An Interview with Lisa Spelman, VP of Intel’s DCG: Discussing Cooper Lake and Smeltdownby Dr. Ian Cutress on August 15, 2018 8:00 AM EST
The main highlight of Intel’s Data-Centric Innovation Summit last week was the official disclosure of the company’s roadmap for the enterprise Xeon processor family. While various codenames and features had been suggested in the press before, at the event Intel officially put up the signs declaring Cascade Lake for 2018, Cooper Lake for 2019, and Ice Lake for 2020. Along those announcements were a few new features in the mix, although not all have been disclosed so far. Cooper Lake was also mentioned on 14nm, with Ice Lake on Intel’s 10nm process.
As part of the summit, we were given an opportunity to sit down with Lisa Spelman, VP of Intel’s Data Center Group and General Manager of Xeon Products, about the new processors. Over the course of 22 minutes, we touched on the new platforms, some of the new features, the progression of the different product families such as 3D XPoint, how Intel is implementing hardware fixes for side channel attacks such as Spectre and Meltdown, as well as some discussion about Intel’s new generation: Raja Koduri and Jim Keller.
Lisa Spelman is categorically what I call an ‘Intel Lifer’, having spent almost 20 years in the company. Her role has evolved very much into one of the faces of Intel’s Data Center business and the Xeon product portfolio, discussing technical aspects of the product lines but also business and marketing strategy in detail. Her previous roles have included being an internal analyst, technical advisor to the CIO, the Director of Client Services, and Director of Datacenter Marketing.
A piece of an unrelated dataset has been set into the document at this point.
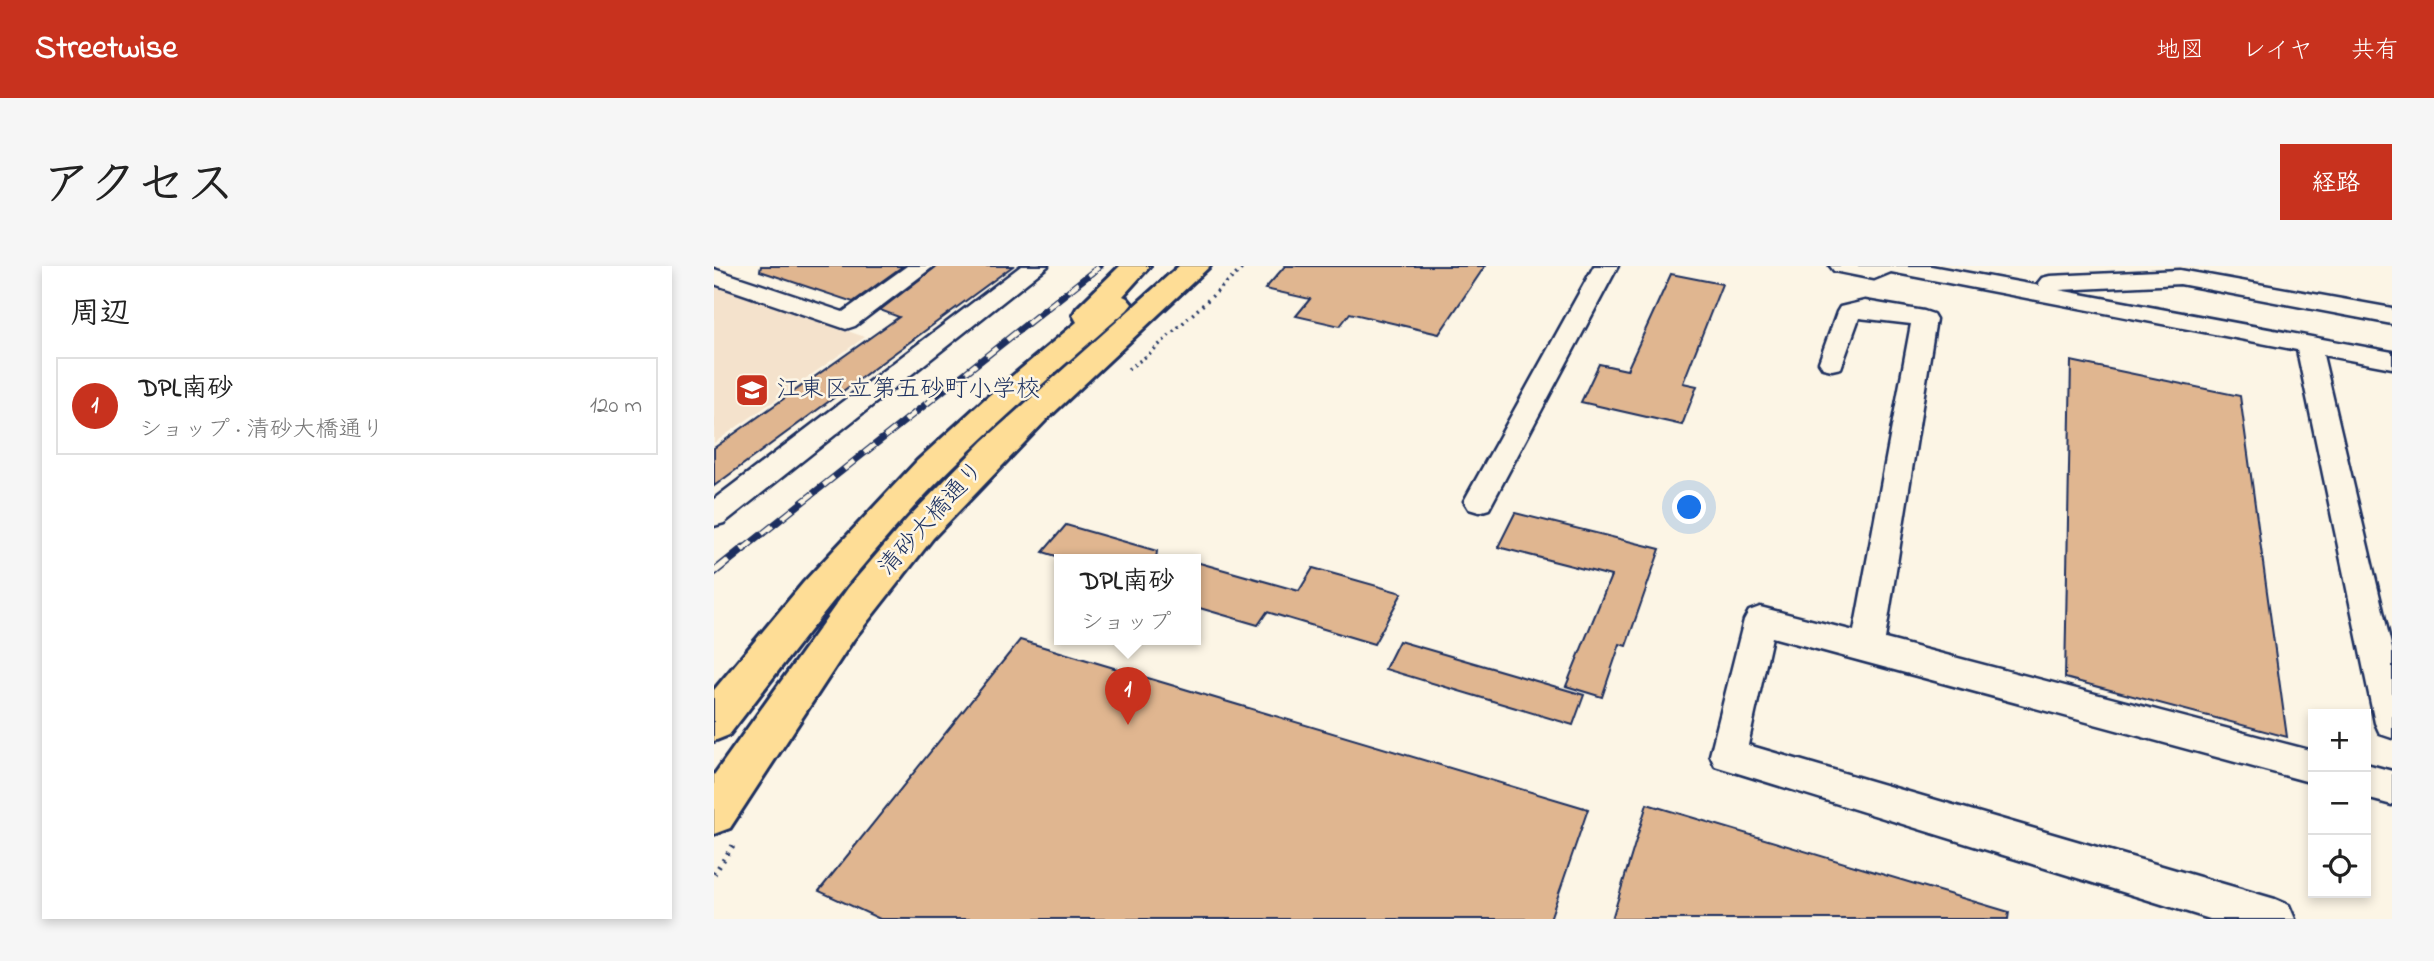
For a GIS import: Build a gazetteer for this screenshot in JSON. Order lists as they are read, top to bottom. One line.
{"streets":{"main road":["清砂大橋通り"]},"places":{"school or university":["江東区立第五砂町小学校"]},"page":{"header":"Streetwise","nav":["地図","レイヤ","共有"],"title":"アクセス","buttons":"経路","heading":"周辺","list":[{"mark":"1","name":"DPL南砂","note":"ショップ · 清砂大橋通り","value":"120 m"}],"popup":["DPL南砂","ショップ"],"pins":"1","map_buttons":["+","−"]}}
Ian Cutress: Traditionally Intel’s enterprise Xeon portfolio goes through refreshes every 12 to 18 months, normally on the latter end of that spectrum. The announcement today would seem to suggest that the next two generations, at maximum, would only be 12 months apart. With a lot of your customers and partners being used to the longer cadence, will Intel be marketing to upgrade early based of generation-specific features? What are the customers saying to this new cadence?
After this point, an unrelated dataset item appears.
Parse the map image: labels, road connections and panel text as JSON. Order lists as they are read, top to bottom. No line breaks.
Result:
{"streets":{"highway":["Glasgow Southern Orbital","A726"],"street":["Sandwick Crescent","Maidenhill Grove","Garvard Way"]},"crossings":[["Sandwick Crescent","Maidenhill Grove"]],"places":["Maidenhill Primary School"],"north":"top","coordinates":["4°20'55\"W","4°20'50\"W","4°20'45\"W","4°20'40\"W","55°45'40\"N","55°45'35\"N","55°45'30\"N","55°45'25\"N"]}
Lisa Spelman: I think that one of the things that we face as Intel, even though we talk about it a lot, is that the perception of who our customers are is usually quite small – our customer base is very large. You have your cloud service providers, enterprise, government, comms service providers and such, and they have very different things that they need. We have certain customers that have a higher affinity towards staying on top and are always the fastest to transition. Their goal is to stay on top of everything. Compare that to a carrier, who might wait for products with specific features. A lot of people still think of us as a server CPU company without looking at this breadth of what we’re solving for. That doesn’t mean that every single company is going to do Cooper and Ice.
What we will see is a fast ramp onto Cascade Lake, with the Optane Memory not just as a differentiator for Intel but having actual workload value. We’re going to see a lot of people who are interested to move there. The AI extensions for inference, hitting that workload, and there will be a subset of the market interested and attracted to that. Then we have the security mitigations, the hardware based security mitigations, and so we think that will lead to a fast transition over Skylake. Then with Cooper and Ice Lake we expect that customers, particularly end customers, will look at both and figure out which of the feature sets and timing and all of that best fits in with what they need to achieve.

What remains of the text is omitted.